Benjamin Franklin Papers

To Benjamin Franklin from ——— Moseley and Jean-Joseph Sue fils, 23 May 1783

From ——— Moseley6 and Jean-Joseph Sue fils7

AL: American Philosophical Society

Paris 23 May 1783

Mr. Moseley and Mr. Suë Junr. present their most respectful Compliments to his Excellency Doctor Franklin, and they will do themselves the honour of dining with him on Sunday the 25 Inst.—

[Note numbering follows the Franklin Papers source.]

6Possibly the English surgeon Benjamin Moseley (1742–1819), who practiced for many years in Jamaica, was elected to the APS (1775), and returned to London in 1784 or 1785. Biographical accounts differ as to his whereabouts in the early 1780s. According to contemporary obituaries, he traveled through Europe before returning to London, visiting hospitals, meeting with physicians, and gaining an honorary medical degree at Leyden: ODNB; Gent. Mag., LXXXIX (1819), 374–5; Annual Biography and Obituary for the Year 1821, V (London, 1821), 241.

7We assume that the “Sue Junr.” of this letter is Jean-Joseph Sue (1760–1830), son of the renowned anatomist of the same name (1710–1792), rather than his cousin Pierre, dit Sue le jeune (1739–1816), who was also a distinguished surgeon and the author of numerous works of medical history. Both Jean-Joseph and his father were known to BF and WTF (see below). Sue père was chief surgeon at the Hôpital de la Charité, professor of anatomy at the Académie royale de peinture et de sculpture, and a member of the Royal Society. Sue fils studied under his father, earned a doctorate at Edinburgh, and had a distinguished career as a surgeon and professor of anatomy, succeeding his father at the hospital and Académie and continuing his father’s celebrated anatomical cabinet: Nouvelle biographie; Fernand Gillet, L’Hôpital de la charité: Etude historique depuis sa fondation jusqu’en 1900 (Montévrain, 1900), p. 98; Louis Vitet, L’Académie royale de peinture et de sculpture: Etude historique (Paris, 1861), p. 405.
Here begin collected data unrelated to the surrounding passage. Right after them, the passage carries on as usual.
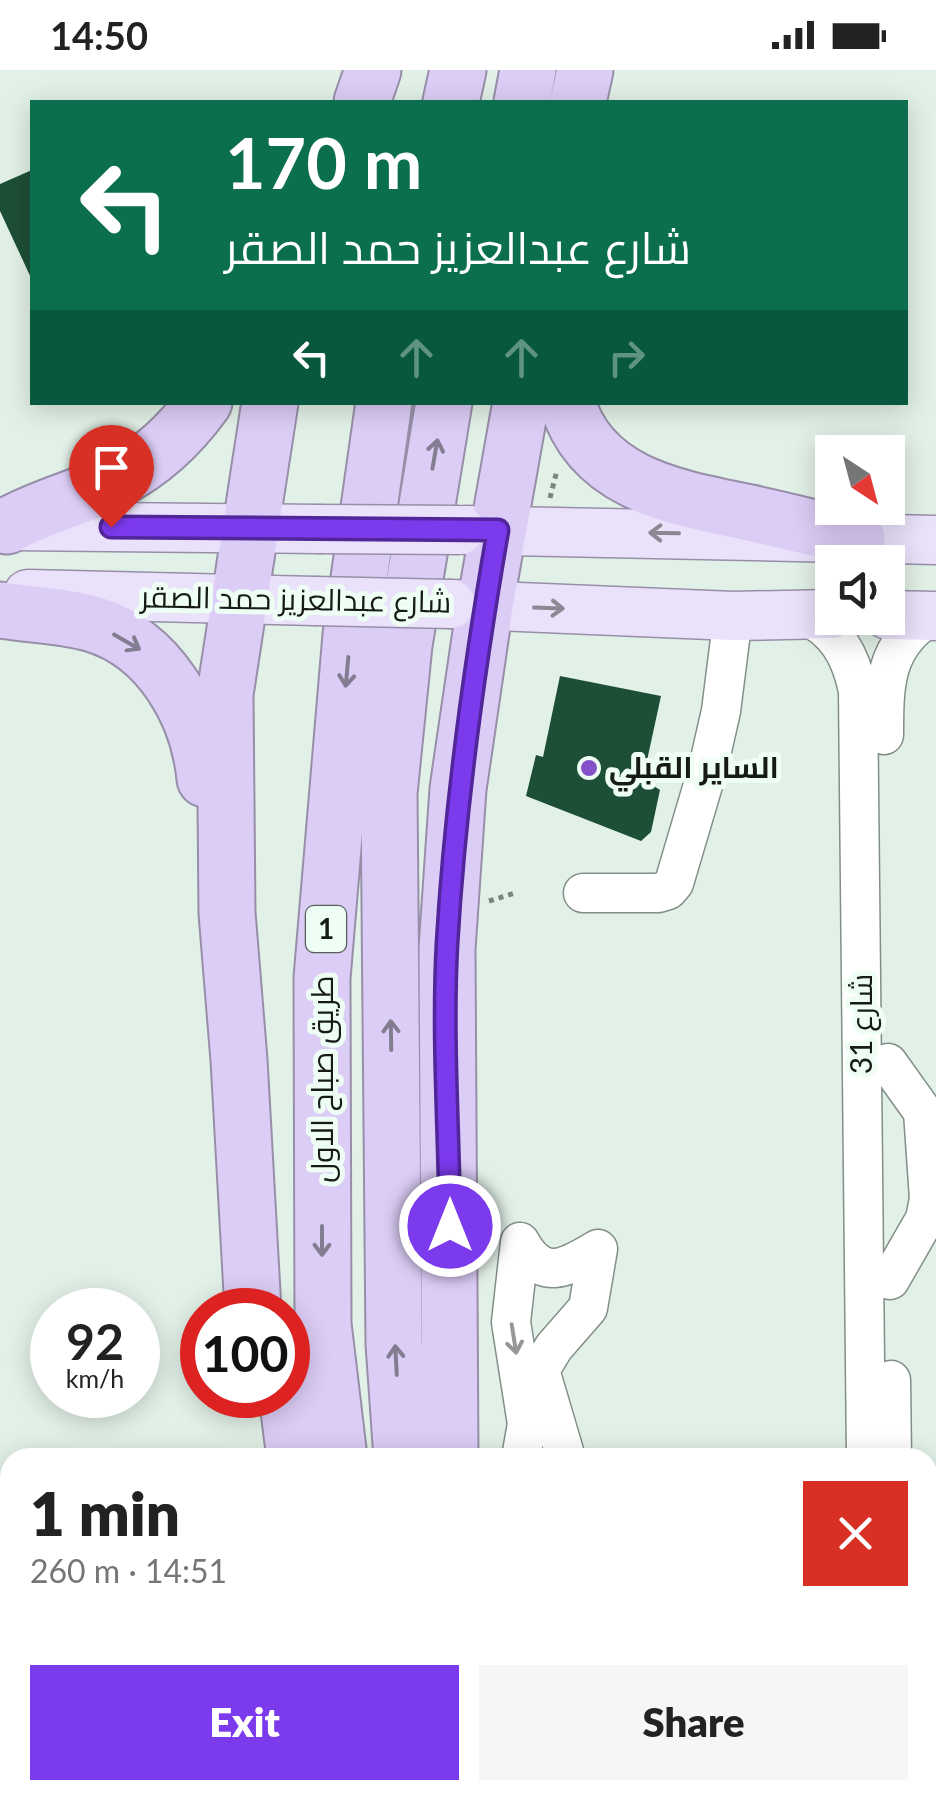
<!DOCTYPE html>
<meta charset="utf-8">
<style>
:root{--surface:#fff;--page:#f6f6f6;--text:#222;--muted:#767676;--accent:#7c3aed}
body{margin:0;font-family:Lato,Cairo,sans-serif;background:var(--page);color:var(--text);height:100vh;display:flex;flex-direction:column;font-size:38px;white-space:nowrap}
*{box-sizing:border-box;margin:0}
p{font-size:32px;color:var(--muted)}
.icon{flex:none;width:55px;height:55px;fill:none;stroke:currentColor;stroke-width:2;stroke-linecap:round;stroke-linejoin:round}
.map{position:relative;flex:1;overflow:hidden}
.details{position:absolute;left:0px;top:1378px;width:938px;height:352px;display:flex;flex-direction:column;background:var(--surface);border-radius:30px 30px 0 0;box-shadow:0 5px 25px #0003}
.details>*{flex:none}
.banner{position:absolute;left:30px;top:30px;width:878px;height:305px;border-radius:0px;box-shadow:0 5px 25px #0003;background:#0b6e4f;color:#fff;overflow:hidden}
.needle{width:65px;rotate:144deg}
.tools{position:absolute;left:815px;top:365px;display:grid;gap:20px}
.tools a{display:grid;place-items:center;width:90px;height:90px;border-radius:0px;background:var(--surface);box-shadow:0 5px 25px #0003;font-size:50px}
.speed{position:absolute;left:30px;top:1218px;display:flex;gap:20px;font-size:50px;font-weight:700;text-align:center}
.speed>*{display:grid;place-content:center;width:130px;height:130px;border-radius:50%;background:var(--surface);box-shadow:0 5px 25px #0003;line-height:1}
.speed small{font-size:25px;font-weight:400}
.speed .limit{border:15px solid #d22;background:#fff;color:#111}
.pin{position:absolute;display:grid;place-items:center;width:85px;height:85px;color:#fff;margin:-102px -42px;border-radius:50% 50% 50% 0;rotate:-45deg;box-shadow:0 0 10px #0007}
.pin .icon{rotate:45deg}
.me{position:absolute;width:110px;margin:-55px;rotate:0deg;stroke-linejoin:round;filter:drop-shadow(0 0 8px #0008)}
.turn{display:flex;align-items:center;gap:35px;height:210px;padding:0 30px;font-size:45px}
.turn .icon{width:130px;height:130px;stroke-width:2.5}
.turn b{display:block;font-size:70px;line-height:85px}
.lanes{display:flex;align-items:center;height:95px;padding:0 30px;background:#0003;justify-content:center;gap:50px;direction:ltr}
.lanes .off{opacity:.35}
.round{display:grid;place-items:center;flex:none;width:105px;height:105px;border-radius:0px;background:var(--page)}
.overview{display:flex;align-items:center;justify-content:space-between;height:170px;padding:0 30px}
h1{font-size:60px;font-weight:800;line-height:75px}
.button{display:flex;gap:20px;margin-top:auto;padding:20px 30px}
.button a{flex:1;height:115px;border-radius:0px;background:var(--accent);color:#fff;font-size:40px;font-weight:800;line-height:115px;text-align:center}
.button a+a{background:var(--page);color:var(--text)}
.status{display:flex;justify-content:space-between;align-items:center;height:70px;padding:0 50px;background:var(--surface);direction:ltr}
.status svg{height:28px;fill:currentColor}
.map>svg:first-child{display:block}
</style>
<div class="status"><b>14:50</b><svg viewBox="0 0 49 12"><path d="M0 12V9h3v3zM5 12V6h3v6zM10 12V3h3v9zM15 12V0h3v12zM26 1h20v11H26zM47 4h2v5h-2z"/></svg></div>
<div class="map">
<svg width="936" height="1728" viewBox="0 0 936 1728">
<rect width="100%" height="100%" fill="#e2f1e8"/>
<path fill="#1d4f36" d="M32 100V210L0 141V114Z
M560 606 661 626 643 709 660 720 651 762 641 771 526 726 536 685 543 687Z"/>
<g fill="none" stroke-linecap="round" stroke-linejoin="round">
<g stroke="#828f87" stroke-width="41">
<path id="minor" d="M803 544C837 560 851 586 858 621L866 1388
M884 665C884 615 884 575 931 546
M583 823H658L668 820 674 813 708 698 721 641 733 546
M888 993 923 1042 929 1129 925 1149 890 1210
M520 1172 511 1252 527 1354 521 1388
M520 1172C542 1212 565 1199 598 1179
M891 1310 892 1388
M566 1388 540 1300 554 1277 588 1238 598 1179
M0 1449 10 1448
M0 1555H10
M571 1720 574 1728
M869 1720V1728
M896 1720V1728"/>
</g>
<g stroke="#978fa8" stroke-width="51">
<path id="major" d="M12 456 318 459
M465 460 936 470
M28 524 315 531
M451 534 733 546 832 544
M888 545 936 546"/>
</g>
<g stroke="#978fa8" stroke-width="59">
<path id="highway" d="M362 32 373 0
M451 32 458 0
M522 32 528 0
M578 32 585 0
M567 332C591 415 678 428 750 443 786 451 822 460 857 468
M7 456C42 436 80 428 116 410 151 392 181 364 204 332
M0 540C30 545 63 545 93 554 160 574 199 644 205 709
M253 1240 239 990 227 843 225 624 270 332
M287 1325 295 1388
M339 1388 323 1254 322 908 351 565 384 332
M402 1388 394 1274 389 723 404 575 444 332
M450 1388 447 879 458 719 485 535 521 332
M290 1720 291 1728
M345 1720 346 1728
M423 1720V1728"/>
</g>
<path stroke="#7b847e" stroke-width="5" stroke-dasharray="5 5" stroke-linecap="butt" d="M550 428 557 400
M489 831 515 823
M472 1720V1728"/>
<use href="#minor" stroke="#fff" stroke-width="38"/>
<use href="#major" stroke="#eae1fa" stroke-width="48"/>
<use href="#highway" stroke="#dccdf6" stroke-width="55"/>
<g stroke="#978fa8" stroke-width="51" stroke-linecap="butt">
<path id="major-bridge" d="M318 459 460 460
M315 531 451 534"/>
</g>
<use href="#major-bridge" stroke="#eae1fa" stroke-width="48"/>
</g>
<defs><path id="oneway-shaft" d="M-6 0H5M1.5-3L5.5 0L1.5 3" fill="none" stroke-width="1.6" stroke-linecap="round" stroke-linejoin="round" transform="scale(2.5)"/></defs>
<g stroke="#837d92">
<use href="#oneway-shaft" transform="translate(435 384) rotate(-80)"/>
<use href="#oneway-shaft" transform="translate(127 572) rotate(30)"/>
<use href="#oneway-shaft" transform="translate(347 602) rotate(95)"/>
<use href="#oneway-shaft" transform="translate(391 965) rotate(-91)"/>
<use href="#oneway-shaft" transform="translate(322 1171) rotate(90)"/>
<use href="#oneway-shaft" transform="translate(396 1290) rotate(-93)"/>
</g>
<g stroke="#8b8894">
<use href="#oneway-shaft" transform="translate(664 463) rotate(-179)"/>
<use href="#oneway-shaft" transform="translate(549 538) rotate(2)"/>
</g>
<use stroke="#969897" href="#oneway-shaft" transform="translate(514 1269) rotate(81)"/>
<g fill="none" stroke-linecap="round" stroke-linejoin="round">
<g stroke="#51269a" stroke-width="25">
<path id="route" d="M111 457 498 460C474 598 455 735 447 874 442 966 449 1064 450 1156"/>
</g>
<use href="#route" stroke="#7c3aed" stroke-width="18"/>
</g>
<circle fill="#8752c9" stroke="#effef5" stroke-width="4" cx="589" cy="698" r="10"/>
<g text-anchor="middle" stroke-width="10" stroke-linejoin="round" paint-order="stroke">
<rect fill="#effef5" stroke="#575f5a" stroke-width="2.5" x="306" y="836" width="40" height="46" rx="8"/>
<g font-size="28" font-weight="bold" fill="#161b18">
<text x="326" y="869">1</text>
</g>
<g font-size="30" fill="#161b18" stroke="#effef5">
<text transform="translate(296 530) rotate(1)" y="10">شارع عبدالعزيز حمد الصقر</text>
<text transform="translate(862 954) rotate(-90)" y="10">شارع 31</text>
<text transform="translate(323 1009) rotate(-90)" y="10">طريق صباح الاول</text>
</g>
<g font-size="30" font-weight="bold" fill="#161b18" stroke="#effef5" text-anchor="start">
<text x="609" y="708">الساير القبلي</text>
</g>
</g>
</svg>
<div class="tools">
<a><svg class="needle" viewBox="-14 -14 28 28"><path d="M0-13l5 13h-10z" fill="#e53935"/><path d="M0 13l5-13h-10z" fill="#767676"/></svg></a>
<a><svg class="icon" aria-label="sound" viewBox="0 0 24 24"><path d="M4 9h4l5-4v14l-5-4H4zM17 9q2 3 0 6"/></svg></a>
</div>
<div class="speed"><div>92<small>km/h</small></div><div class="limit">100</div></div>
<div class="pin" style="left:111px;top:457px;background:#d93025"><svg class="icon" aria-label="arrive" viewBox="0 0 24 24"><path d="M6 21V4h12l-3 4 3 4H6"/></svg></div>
<svg class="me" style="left:450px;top:1156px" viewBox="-20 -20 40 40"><circle r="17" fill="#7c3aed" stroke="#fff" stroke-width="3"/><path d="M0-11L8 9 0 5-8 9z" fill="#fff"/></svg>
<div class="banner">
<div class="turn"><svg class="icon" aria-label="left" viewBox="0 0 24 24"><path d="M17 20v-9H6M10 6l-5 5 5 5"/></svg><div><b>170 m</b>شارع عبدالعزيز حمد الصقر</div></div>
<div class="lanes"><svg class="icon" aria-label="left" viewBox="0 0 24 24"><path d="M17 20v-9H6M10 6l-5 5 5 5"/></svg><svg class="icon off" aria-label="ahead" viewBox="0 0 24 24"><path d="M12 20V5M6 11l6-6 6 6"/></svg><svg class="icon off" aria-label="ahead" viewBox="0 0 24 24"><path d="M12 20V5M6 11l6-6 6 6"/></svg><svg class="icon off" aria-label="right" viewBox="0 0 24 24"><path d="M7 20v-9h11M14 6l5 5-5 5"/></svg></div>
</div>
<section class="details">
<div class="overview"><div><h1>1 min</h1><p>260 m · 14:51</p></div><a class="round" style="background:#d93025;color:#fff"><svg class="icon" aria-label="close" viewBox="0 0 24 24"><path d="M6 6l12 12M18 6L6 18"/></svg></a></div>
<div class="button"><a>Exit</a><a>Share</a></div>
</section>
</div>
Though no letters survive between the father and BF, John Coakley Lettsom refers to Sue père as a mutual friend in his letter to BF of Jan. 28, 1784. John Foulke mentioned both father and son in a Jan. 12, 1782, letter to WTF, and in a note dated only “Saturday Morng.,” George Fox invited WTF to a dinner with Foulke and Sue, whom he described as “a young Gentleman of Doct. Foulke’s acquaintance.” That dinner probably occurred between late fall, 1782, when Fox returned to Paris from various travels, and early May, 1783, when he left to sail for America (XXXIX, 563n). All three letters are at the APS.